Bitcoin mining company Riot Blockchain reportedly cut its mining operations by 28% last month at its Texas facility upon request from the state. The July operational drawdown was caused by the heatwave in Texas, leading to a surge in demand for energy. Reportedly, energy consumption also increased.

According to reports, Riot cut out 11,717-megawatt hours in July, essentially lowering its power costs. Put in perspective, the total amount of energy cut can power 13,121 average homes for a month.

By agreeing to the state’s request and operating at a reduced capacity, Riot Blockchain earned a $9.5 million reward, paid in power credits and other benefits. The reward is worth nearly 439 BTC based on the crypto’s July price of $21,634.

The Texas state reward is more than enough compensation for Riot Blockchain’s 28% BTC production. Due to the reduction, the company mined a total of 318 tokens last month. During the same period last year, the company mined 443 tokens.

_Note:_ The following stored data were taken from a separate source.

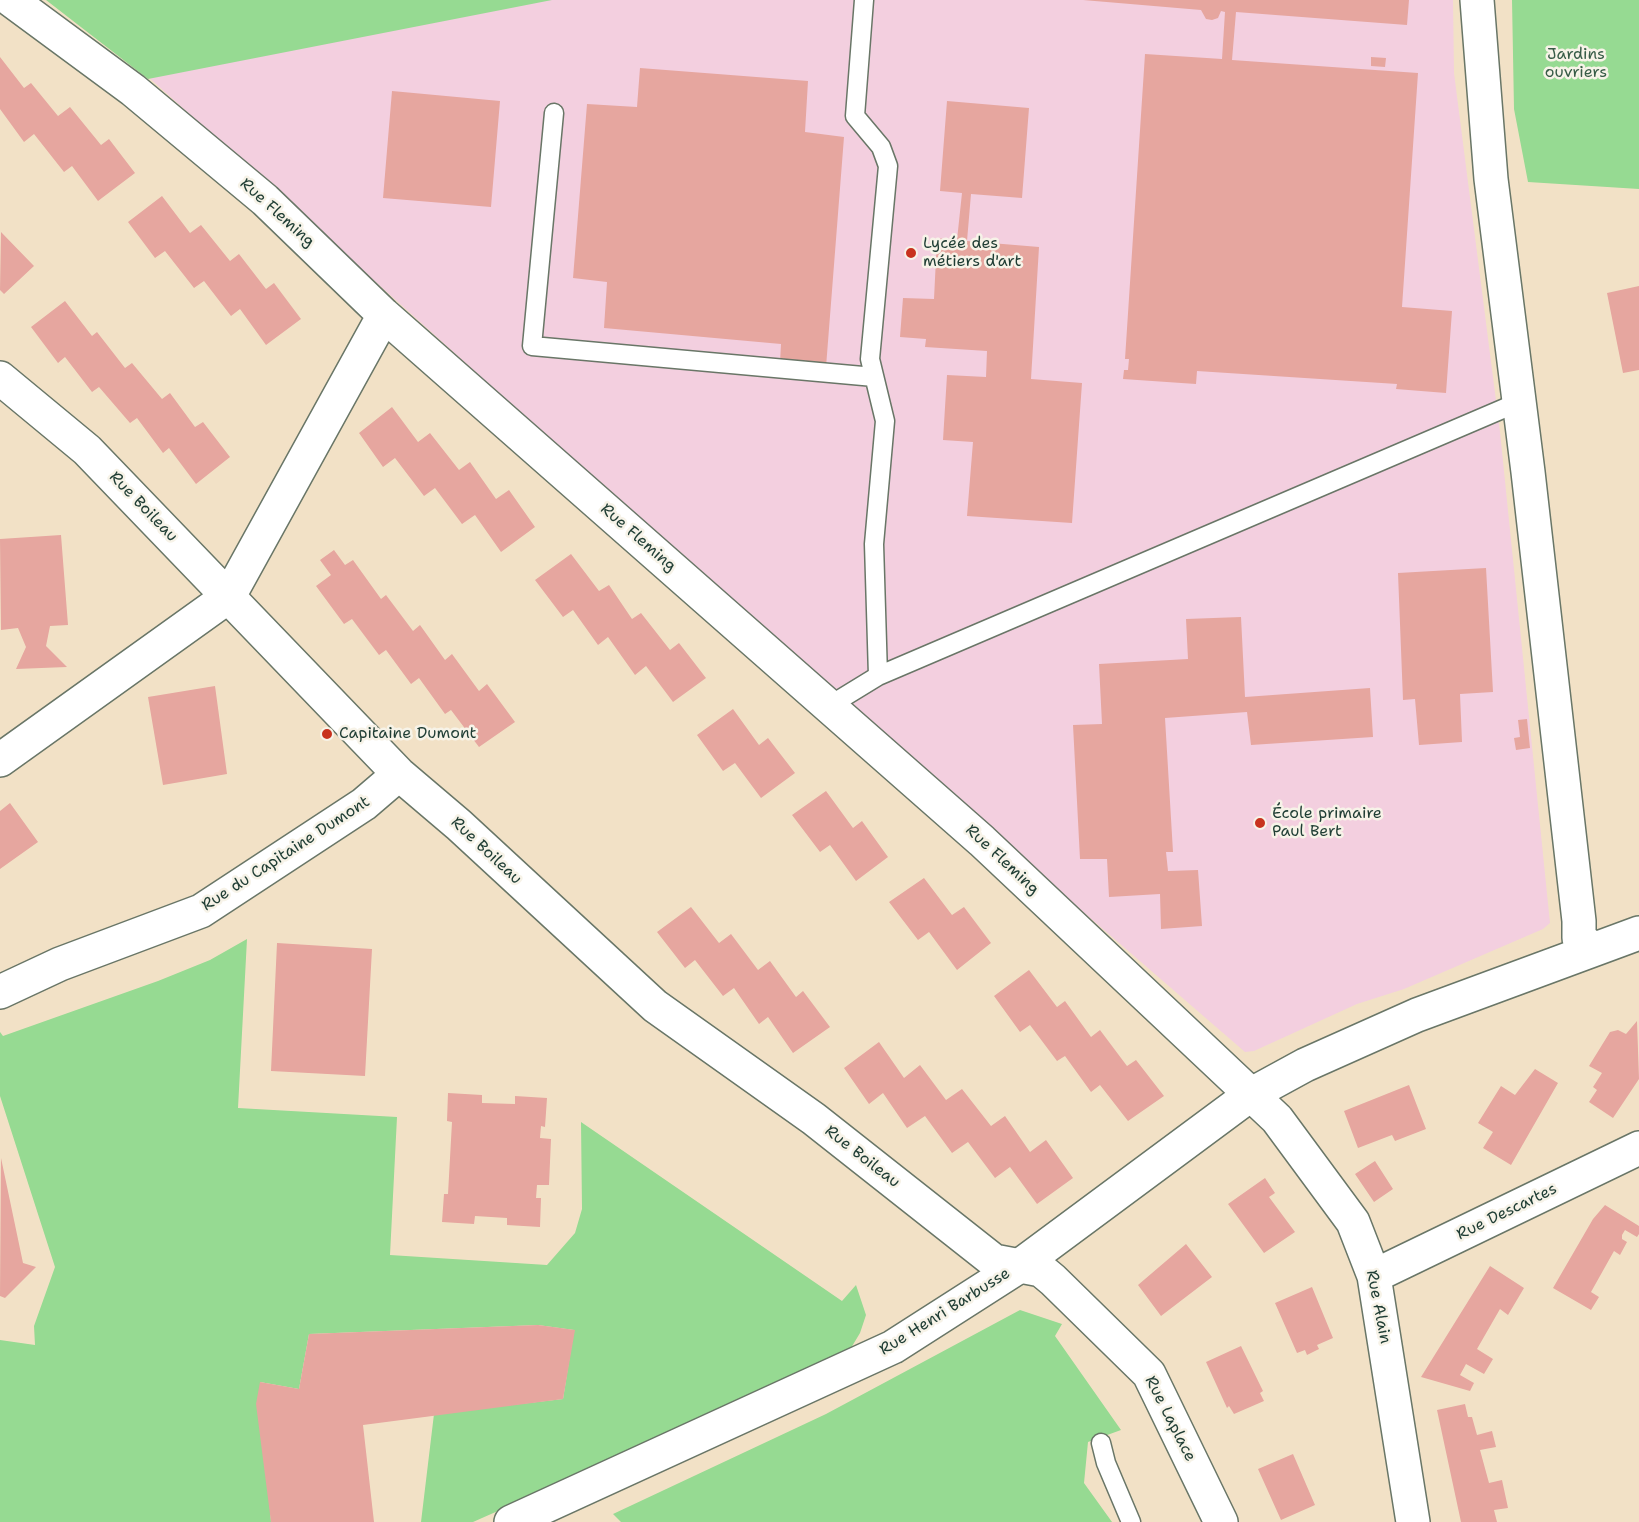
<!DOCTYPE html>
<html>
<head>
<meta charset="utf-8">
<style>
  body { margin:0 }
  canvas { display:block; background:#f2e1c6 }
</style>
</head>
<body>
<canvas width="1639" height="1522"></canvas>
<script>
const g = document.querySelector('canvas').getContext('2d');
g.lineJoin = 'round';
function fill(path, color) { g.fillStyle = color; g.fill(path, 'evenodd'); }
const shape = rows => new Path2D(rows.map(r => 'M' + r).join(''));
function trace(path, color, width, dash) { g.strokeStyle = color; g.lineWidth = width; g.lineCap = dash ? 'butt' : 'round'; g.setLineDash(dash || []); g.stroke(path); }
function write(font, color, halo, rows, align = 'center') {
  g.font = font + ' "Shantell Sans",sans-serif'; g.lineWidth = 5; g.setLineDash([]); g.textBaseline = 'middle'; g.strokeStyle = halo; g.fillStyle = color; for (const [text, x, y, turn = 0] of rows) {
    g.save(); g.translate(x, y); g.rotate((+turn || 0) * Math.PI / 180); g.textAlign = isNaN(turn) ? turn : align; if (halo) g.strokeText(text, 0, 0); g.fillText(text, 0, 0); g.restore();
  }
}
fill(shape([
  [534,0,1453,0,1454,73,1500,432,1550,923,1543,929,1404,989,1357,1004,1254,1051,1245,1052,866,724,145,74]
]), '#f3cfdf');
fill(shape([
  [46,0,552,0,148,79],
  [1512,0,1639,0,1639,189,1528,182,1514,109],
  [247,939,238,1108,397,1117,390,1255,547,1265,575,1233,582,1209,581,1122,842,1301,856,1285,866,1315,860,1333,851,1348,807,1374,473,1522,421,1522,434,1414,563,1399,574,1330,538,1325,309,1334,299,1389,260,1382,271,1522,0,1522,0,1340,35,1345,34,1326,55,1267,0,1096,0,1032,3,1036,158,981,210,960],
  [1020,1310,1062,1324,1055,1336,1121,1430,1088,1442,1084,1483,1112,1522,621,1522,613,1514,826,1414]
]), '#96da92');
fill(shape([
  [1083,0,1409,0,1407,25,1236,12,1232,60,1418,73,1402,307,1452,311,1446,393,1396,389,1397,384,1197,371,1196,384,1123,379,1124,370,1128,370,1129,359,1125,359,1145,54,1222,59,1225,12,1221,11,1218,18,1212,20,1206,19,1201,10],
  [0,57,24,88,31,83,58,116,70,107,101,145,109,139,135,173,98,201,72,166,64,172,34,134,24,142,0,109],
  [1371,57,1386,58,1385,67,1371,66],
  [640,68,808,81,805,132,844,137,826,367,780,363,781,344,604,328,607,282,573,278,587,104,637,107],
  [392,91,500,101,491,207,383,198],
  [947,101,1029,108,1022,198,971,194,967,241,1039,247,1031,379,1082,383,1072,523,967,516,973,442,943,440,947,375,986,377,987,351,925,347,926,339,900,337,903,298,934,299,937,238,957,240,962,193,940,191],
  [162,196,190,233,201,225,230,261,239,254,266,289,274,283,301,319,266,345,240,309,231,316,204,281,194,288,165,251,155,258,128,222],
  [1,232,34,266,4,294,0,290],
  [1639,286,1639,370,1623,373,1607,293],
  [65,301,92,336,97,332,125,368,132,363,162,399,170,393,195,427,203,422,230,457,196,484,169,448,163,453,137,418,130,423,99,387,92,392,65,357,58,363,31,327],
  [392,407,418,442,430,433,459,470,470,462,496,499,509,490,535,527,501,552,475,515,462,524,435,488,424,496,395,458,383,467,359,433],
  [61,535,68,625,50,626,46,646,67,667,16,669,26,647,18,628,1,630,0,539],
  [334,550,345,565,353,560,381,599,386,595,413,631,420,625,445,660,452,654,479,691,487,684,515,722,479,747,451,710,445,714,419,678,411,684,386,650,379,655,352,619,344,624,316,586,331,575,320,560],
  [571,554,599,591,609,585,632,619,641,613,670,650,679,643,706,678,673,702,646,666,635,675,608,637,598,645,573,610,563,617,535,580],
  [1486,568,1493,692,1460,694,1462,742,1419,745,1415,699,1403,700,1398,573],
  [1241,617,1245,697,1370,688,1373,737,1251,745,1247,712,1165,718,1173,852,1166,852,1168,871,1198,870,1202,926,1161,929,1160,894,1109,897,1107,859,1080,859,1073,725,1102,724,1099,664,1188,659,1186,619],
  [215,686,227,774,163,785,148,697],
  [733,709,759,745,768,738,795,773,761,798,735,763,723,771,697,735],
  [1527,719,1530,748,1516,750,1514,738,1520,737,1518,720],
  [826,791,853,828,862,821,888,857,856,881,830,845,820,852,792,815],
  [10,803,38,842,0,869,0,811],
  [924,878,952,915,964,907,991,943,957,970,929,932,918,940,889,902],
  [691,907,719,943,731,934,758,970,770,961,796,997,803,991,830,1027,793,1053,768,1017,759,1024,734,988,723,996,695,960,685,968,657,932],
  [277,943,372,949,365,1076,271,1071],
  [1029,970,1057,1007,1065,1001,1091,1037,1100,1030,1127,1066,1136,1060,1164,1096,1128,1121,1100,1085,1091,1092,1065,1056,1057,1061,1030,1025,1020,1032,994,996],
  [1637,1021,1639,1079,1613,1118,1589,1102,1597,1090,1593,1087,1602,1073,1589,1066,1610,1032,1618,1030,1626,1034],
  [879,1042,904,1078,920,1065,946,1100,962,1089,991,1126,1005,1116,1030,1152,1046,1140,1073,1178,1037,1204,1010,1167,995,1178,968,1142,952,1153,925,1116,907,1128,883,1093,869,1104,844,1068],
  [1535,1069,1558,1083,1511,1165,1483,1148,1493,1132,1478,1123,1501,1086,1515,1095],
  [1409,1085,1426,1129,1395,1141,1392,1135,1358,1148,1344,1111],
  [448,1093,482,1095,482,1103,515,1104,515,1096,547,1098,545,1127,541,1126,540,1138,551,1139,549,1185,537,1185,536,1198,541,1198,540,1227,507,1225,507,1218,475,1216,474,1224,442,1222,444,1194,448,1194,452,1122,447,1121],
  [1,1158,23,1263,36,1267,5,1298,0,1296],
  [1375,1161,1393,1189,1374,1202,1355,1174],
  [1265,1178,1275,1193,1269,1197,1295,1232,1264,1253,1228,1204],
  [1605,1205,1639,1226,1639,1234,1637,1237,1625,1230,1622,1235,1622,1239,1627,1242,1620,1255,1614,1251,1591,1292,1599,1297,1591,1310,1553,1288,1593,1219],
  [1186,1244,1212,1277,1161,1316,1138,1285],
  [1490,1266,1524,1288,1508,1315,1500,1309,1477,1349,1493,1359,1484,1374,1466,1364,1460,1375,1474,1383,1470,1391,1421,1377],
  [1312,1287,1333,1338,1317,1345,1319,1349,1307,1355,1305,1350,1297,1353,1275,1303],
  [538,1325,575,1330,563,1399,363,1425,374,1522,271,1522,256,1404,260,1382,299,1389,309,1334],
  [1241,1346,1263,1391,1260,1393,1264,1401,1234,1414,1229,1406,1227,1408,1206,1362],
  [1465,1404,1468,1417,1472,1417,1477,1435,1492,1431,1496,1447,1480,1450,1489,1483,1502,1480,1508,1508,1494,1510,1497,1522,1461,1522,1437,1410],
  [1293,1454,1315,1505,1281,1520,1258,1469]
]), '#e6a69f');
const service = shape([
  [864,0,855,116,881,147,888,166,870,359,885,421,874,544,878,676],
  [554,113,532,346,874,377],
  [829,706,878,676,1519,402],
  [1101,1443,1106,1463,1131,1522]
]);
const minor = shape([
  [11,0,133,90,265,200,384,315,982,841,1277,1119,1353,1222,1374,1276,1413,1522],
  [1477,0,1491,179,1528,472,1579,921,1579,938,1593,949],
  [0,378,87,450,399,774,459,825,655,1006,814,1119,994,1261,1041,1270,1053,1280,1149,1374,1221,1522],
  [0,760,229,596,384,315],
  [0,992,60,964,201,911,364,804,399,774],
  [1374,1276,1639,1148]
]);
const tertiary = shape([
  [511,1522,893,1347,1018,1267,1250,1095,1305,1065,1417,1015,1639,933]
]);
trace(service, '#697667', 21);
trace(minor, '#697667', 36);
trace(tertiary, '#697667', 36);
trace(service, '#fff', 18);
trace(minor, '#fff', 33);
trace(tertiary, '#fff', 33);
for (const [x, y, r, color] of [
  [911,253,6,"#c8321e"],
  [327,734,6,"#c8321e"],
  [1260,823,6,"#c8321e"]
]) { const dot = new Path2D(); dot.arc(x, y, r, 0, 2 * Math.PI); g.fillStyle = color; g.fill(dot); trace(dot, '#f7f3e8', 2); }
write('16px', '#375c47', '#f7f3e8', [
  ["Jardins",1576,55],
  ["ouvriers",1576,73]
]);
write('16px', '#1f3d34', '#f7f3e8', [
  ["Rue Fleming",277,213,42],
  ["Rue Boileau",143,507,46],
  ["Rue Fleming",638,538,41],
  ["Rue Boileau",486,851,43],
  ["Rue du Capitaine Dumont",286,854,-33],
  ["Rue Fleming",1002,860,43],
  ["Rue Boileau",862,1157,38],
  ["Rue Descartes",1507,1212,-26],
  ["Rue Alain",1378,1307,79],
  ["Rue Henri Barbusse",945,1312,-32],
  ["Rue Laplace",1170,1419,63]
]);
write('16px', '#1f3d34', '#f7f3e8', [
  ["Lycée des",923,244],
  ["métiers d'art",923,262],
  ["Capitaine Dumont",339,734],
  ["École primaire",1272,814],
  ["Paul Bert",1272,832]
], 'left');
</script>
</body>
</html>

Riot Blockchain CEO Weighs In on Texas Energy Cut Back

Commenting on Riot’s decision to assist the state of Texas with its energy crisis by giving power back to the overwhelmed grid, CEO Jason Les said:

“As energy demand in ERCOT (Electric Reliability Council of Texas) reached all-time highs this past month, the company voluntarily curtailed its energy consumption in order to ensure that more power would be available in Texas.”

Furthermore, Les also stated:

“[Riot Blockchain] has consistently and proactively pursued low-cost, large-scale access to power under its long-term fixed-rate power contracts, providing it with a unique ability to support ERCOT and release capacity back into the grid when power demand in Texas is high.”

In addition to lowering energy consumption in July, Riot took other measures to save costs. For instance, the company reportedly relocated miners hosted on Coinmint to its Whinstone Facility in Rockdale, Texas. As a result of this move, around 2,146 miners were offline. Furthermore, Riot was also able to do away with all third-party hosting fees.

At the moment, Riot’s hashrate is 4.2 exahash per second (EH/s). The company expects this mining capicity to hit 12.5 EH/s by Q1 2023.

Other Crypto Miners Also Reduce Operations amid Sweeping Heatwave

Riot was not the only crypto miner to cut back on mining operations amid pervasive heat waves throughout the US. Several other Bitcoin mining companies also halted operations to make more energy available for surging demand. Furthermore, the Texas payout is part of a rewarding demand response program available to miners in the Lone Star State. Reports state that other Texas-based crypto miners, including Core Scientific and Argo Blockchain, also reduced operations to help the state’s energy grid.

In addition to the bonus and revenue haul realized, Riot also sold 275 Bitcoin in July. At the time, this generated $5.6 million for the crypto mining company. The miner currently holds 6,696 self-mined BTC.

Riot’s shares have dropped by about 65% this year.